# KAN for IRIS

Iris dataset classification with Kolmogorov-Arnold networks. For learning purpsoes.

In [None]:
import torch
import torch.nn as nn
import torch.optim as optim
from sklearn.datasets import load_iris

from kan.utils import create_dataset_from_data
from kan import KAN 

device = torch.device('cuda' if torch.cuda.is_available() else 'cpu')
device = 'cuda:9'
print("Device:", device)

dtype = torch.get_default_dtype()
print ("Dtype:", dtype)


In [None]:
iris = load_iris()
X = iris.data
y = iris.target

X = torch.tensor(X, dtype=torch.float32)  # Ensure float32 for numerical data
y = torch.tensor(y, dtype=torch.long).unsqueeze(1)

dataset = create_dataset_from_data(X, y, device=device)

for key, value in dataset.items():
    print(key, value.shape)

nr_features = dataset['train_input'].shape[1]
print (f'We have {nr_features} features.')


### Regression - not recommended
Let's approach this as a regression problem first. I do not recommend doing classification this way, it was just something that came up during learning.


In [None]:
model_reg = KAN(width=[nr_features,16, 16,1], grid=5, k=3, seed=0).to(device)

def train_acc_reg():
    return torch.mean((torch.round(model_reg(dataset['train_input'])[:,0]) == dataset['train_label'][:,0]).float())

def test_acc_reg():
    return torch.mean((torch.round(model_reg(dataset['test_input'])[:,0]) == dataset['test_label'][:,0]).float())



In [None]:
results = model_reg.fit(
    dataset, 
    opt="LBFGS", 
    steps=10, 
    metrics=(train_acc_reg, test_acc_reg)
    )

print(results['train_acc_reg'][-1], results['test_acc_reg'][-1])



### Classification

Now we can do classification, typical softmax on the last layer.

Notes:
- We do not add softmax to the last layer, it is added by CrossEntropyLoss()
- We are rebuilding dataset. The trick is, for regression we wanted labes to be unsqueezed to size `[n, 1]`, and now we want a vector `[n]` where `n` stands for the number of examples (rows) in the dataset

In [None]:
if len(dataset['train_label'].shape) == 2:
    dataset['train_label'] = dataset['train_label'].squeeze()
    dataset['test_label'] = dataset['test_label'].squeeze()

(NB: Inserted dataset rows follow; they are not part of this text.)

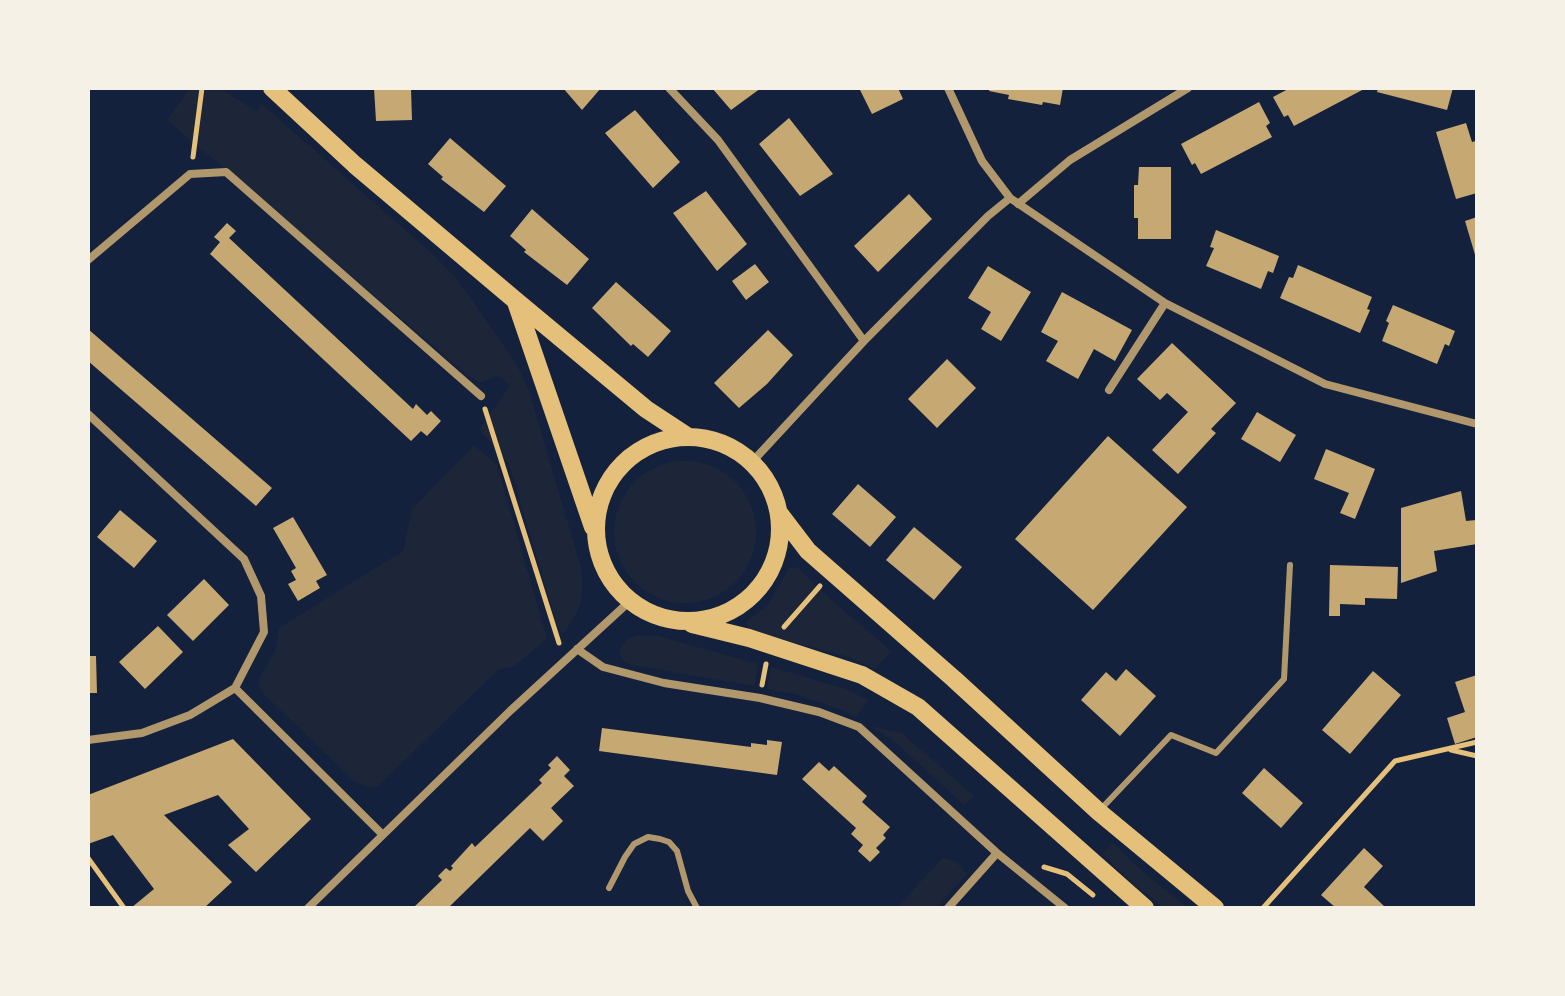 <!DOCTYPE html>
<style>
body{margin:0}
#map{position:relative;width:1565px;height:996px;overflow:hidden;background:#14213d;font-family:Karla,sans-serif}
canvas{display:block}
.frame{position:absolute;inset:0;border:90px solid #f6f1e7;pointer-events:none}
</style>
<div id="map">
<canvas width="1565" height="996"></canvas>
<div class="frame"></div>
</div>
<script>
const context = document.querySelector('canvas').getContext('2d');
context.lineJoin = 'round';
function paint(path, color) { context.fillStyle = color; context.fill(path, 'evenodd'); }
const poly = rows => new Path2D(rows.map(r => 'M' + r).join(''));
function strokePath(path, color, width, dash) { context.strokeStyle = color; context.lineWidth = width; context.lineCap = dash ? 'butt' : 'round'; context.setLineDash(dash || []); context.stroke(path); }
const green = poly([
 [190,88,219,88,256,111,262,104,436,257,458,280,517,365,529,391,582,571,582,597,577,613,563,634,557,625,509,464,479,429,510,386,498,375,480,383,469,376,167,120],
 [474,445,497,465,547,639,513,667,499,669,378,786,367,787,354,781,265,695,258,685,261,675,276,649,279,628,403,551,412,509],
 '614 532a71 71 0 1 1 142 0a71 71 0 1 1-142 0Z',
 [797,567,825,594,891,651,875,669,849,657,750,631,746,622,768,605,789,568],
 [636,636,658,636,758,664,754,686,631,665,623,661,619,650,628,639],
 [771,667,846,689,868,700,856,717,840,709,794,694,767,689],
 [870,726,902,733,974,796,964,805,895,742],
 [1113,843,1144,873,1188,908,1164,908,1136,886,1102,854],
 [943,858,955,861,967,874,936,908,896,908]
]);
const building = poly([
 [374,88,411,88,412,120,376,121],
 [563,88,601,88,582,110],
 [712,88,761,88,731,110],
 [859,88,898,88,903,99,872,114],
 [990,88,1063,88,1060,105,1043,102,1042,105,1008,99,1009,95,989,91],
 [1290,88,1366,88,1294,126,1288,115,1284,117,1273,97],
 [1378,88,1453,88,1447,110,1377,92],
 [1259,102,1270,123,1266,126,1272,137,1201,174,1195,163,1192,165,1181,144],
 [635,110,680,162,653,188,605,133],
 [789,118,833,174,800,196,759,144],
 [1466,123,1472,142,1476,141,1477,146,1477,193,1456,199,1436,132],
 [450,138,506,186,484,212,441,179,443,177,428,164],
 [1139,167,1171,167,1171,239,1138,239,1138,218,1134,218,1134,185,1138,185],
 [706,191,747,244,717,271,673,213],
 [909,194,932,219,878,272,854,246],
 [532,209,589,259,567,285,524,252,526,250,510,236],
 [1477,217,1477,258,1476,258,1465,221],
 [227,223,236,231,229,238,413,409,416,404,427,415,431,411,441,421,427,436,421,431,411,441,210,254,220,242,214,237],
 [1216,230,1279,256,1273,273,1268,271,1261,289,1206,266,1214,248,1210,247],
 [755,264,769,282,746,300,732,281],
 [1298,265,1372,297,1367,309,1370,310,1360,333,1280,298,1289,277,1293,278],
 [988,266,1031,292,1001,341,981,329,991,312,968,298],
 [616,282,671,331,648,357,633,344,631,346,592,308],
 [1062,292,1132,330,1115,361,1094,349,1078,379,1046,361,1058,341,1041,332],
 [1393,305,1455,331,1449,346,1445,344,1437,364,1382,341,1389,323,1386,321],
 [88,329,272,488,256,506,88,361],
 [768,330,793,355,767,384,739,408,714,383],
 [1172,343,1236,403,1211,429,1216,433,1178,474,1152,450,1188,412,1167,393,1160,400,1137,379],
 [947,359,976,388,937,428,908,399],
 [1257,412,1296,435,1280,462,1241,439],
 [1108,436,1187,507,1093,610,1015,539],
 [1326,449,1375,469,1355,519,1340,513,1349,493,1314,479],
 [858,484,896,517,870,547,832,514],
 [1461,491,1466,521,1476,520,1477,544,1434,551,1437,571,1401,583,1401,508],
 [120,510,157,541,134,568,97,537],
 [293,517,327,575,316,581,320,588,298,601,288,584,296,580,291,571,296,568,273,528],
 [914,527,962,567,934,600,886,560],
 [1330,565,1398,567,1397,599,1365,598,1365,605,1340,604,1340,616,1329,616],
 [204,579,229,605,193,641,167,615],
 [158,626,183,652,145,689,119,662],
 [88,656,96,656,97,693,88,693],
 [1126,669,1156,696,1120,736,1081,700,1106,672,1116,681],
 [1373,671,1401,695,1350,754,1322,730],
 [1477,675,1477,737,1455,744,1447,718,1465,712,1455,682],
 [602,728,751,747,751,743,767,745,767,740,782,742,777,775,599,751],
 [233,739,311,819,256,872,228,845,249,829,218,795,164,815,232,882,204,908,131,908,154,889,113,835,88,844,88,795],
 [557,756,570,770,564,776,574,786,551,808,563,821,543,841,530,828,448,908,413,908,442,880,438,876,446,868,450,871,453,868,451,866,472,843,475,847,542,783,539,780,551,768,548,765],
 [819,762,829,771,834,766,867,796,862,802,890,827,883,835,886,838,876,848,880,852,870,862,858,851,863,845,851,834,856,828,802,779],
 [1264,768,1303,803,1281,828,1242,793],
 [1364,848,1383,866,1364,887,1384,906,1336,908,1321,895]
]);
const path = poly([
 [193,157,202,88],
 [485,409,559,643],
 [784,627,820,586],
 [762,685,766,664],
 [1451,750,1477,756],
 [88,858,124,908],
 [1044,867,1067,874,1093,895],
 [1263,908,1395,761,1477,742]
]);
const service = poly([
 [1101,809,1171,735,1216,753,1284,679,1290,565],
 [609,888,625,857,634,844,648,837,660,839,669,842,677,851,688,891,697,908]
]);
const minor = poly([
 [669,88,718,140,864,341],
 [948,88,982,161,1010,198,1165,303,1325,384,1477,424],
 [1018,204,1070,160,1188,88],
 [88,260,190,174,226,172,481,396],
 [1109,390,1165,303],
 [88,414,244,559,261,596,264,632,235,688,190,715,142,733,88,740],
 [752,462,864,341,988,216,1010,198],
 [577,649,603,667,664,683,760,698,819,712,859,727,997,853,1065,908],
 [235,688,382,834],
 [308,908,510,711,630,601],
 [948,908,997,853]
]);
const primary = poly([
 [272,88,355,165,515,300,646,409,687,436],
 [516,302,593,527],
 '596 529a92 92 0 1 1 184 0a92 92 0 1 1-184 0Z',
 [779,513,808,551,954,679,1099,812,1215,908],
 [692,624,749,638,862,675,918,707,1145,908]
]);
paint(green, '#1d2539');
paint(building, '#c6a872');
strokePath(path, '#e5c07b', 5);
strokePath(service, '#b1986c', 6);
strokePath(minor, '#b1986c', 8);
strokePath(primary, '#e5c07b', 18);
</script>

for key, value in dataset.items():
    print(key, value.shape)

nr_features = dataset['train_input'].shape[1]
nr_classes = y.unique().shape[0]
print (f'We have {nr_features} features and {nr_classes} classes.')


In [None]:
model = KAN(
    width=[nr_features,16, 8,nr_classes], 
    grid=5, 
    k=3, 
    seed=0
    ).to(device)

def train_acc():
    return torch.mean((torch.argmax(model(
        dataset['train_input']), dim=1) == dataset['train_label']).type(dtype))

def test_acc():
    return torch.mean((torch.argmax(model(
        dataset['test_input']), dim=1) == dataset['test_label']).type(dtype))


results = model.fit(
    dataset, 
    opt="LBFGS", 
    steps=10, 
    metrics=(train_acc, test_acc), 
    loss_fn=torch.nn.CrossEntropyLoss()
    )

print(results['train_acc'][-1], results['test_acc'][-1])

In [None]:
# Results are logged after every step. Example:
print ('Train: ', results['train_acc'])
print ('Test: ', results['test_acc'])

#### Classification with adam learning

In [None]:
model = KAN(
    width=[nr_features,16, 8,nr_classes], 
    grid=5, 
    k=3, 
    seed=0
    ).to(device)    

model.fit(
    dataset, 
    opt="Adam", 
    lr=1e-3, 
    steps=50, 
    #lamb=1e-3, 
    #lamb_entropy=5., 
    #update_grid=False
    metrics=(train_acc, test_acc), 
    loss_fn=torch.nn.CrossEntropyLoss()    
    )

print(results['train_acc'][-1], results['test_acc'][-1])


### Learning with batches
You can learn with batches using native `KAN.fit()` but it works weird, and I did not figure out why. 
Anyway, to implement it into Dreamer we will have to integrate this with Torch, so let's check if we can do it this way.

In [None]:
from torch.utils.data import DataLoader, TensorDataset
from tqdm import tqdm

# Create DataLoaders
batch_size = 8
train_dataset = TensorDataset(dataset['train_input'],  dataset['train_label'])
test_dataset = TensorDataset(dataset['test_input'], dataset['test_label'])
train_loader = DataLoader(train_dataset, batch_size=batch_size, shuffle=True)
test_loader = DataLoader(test_dataset, batch_size=batch_size, shuffle=False)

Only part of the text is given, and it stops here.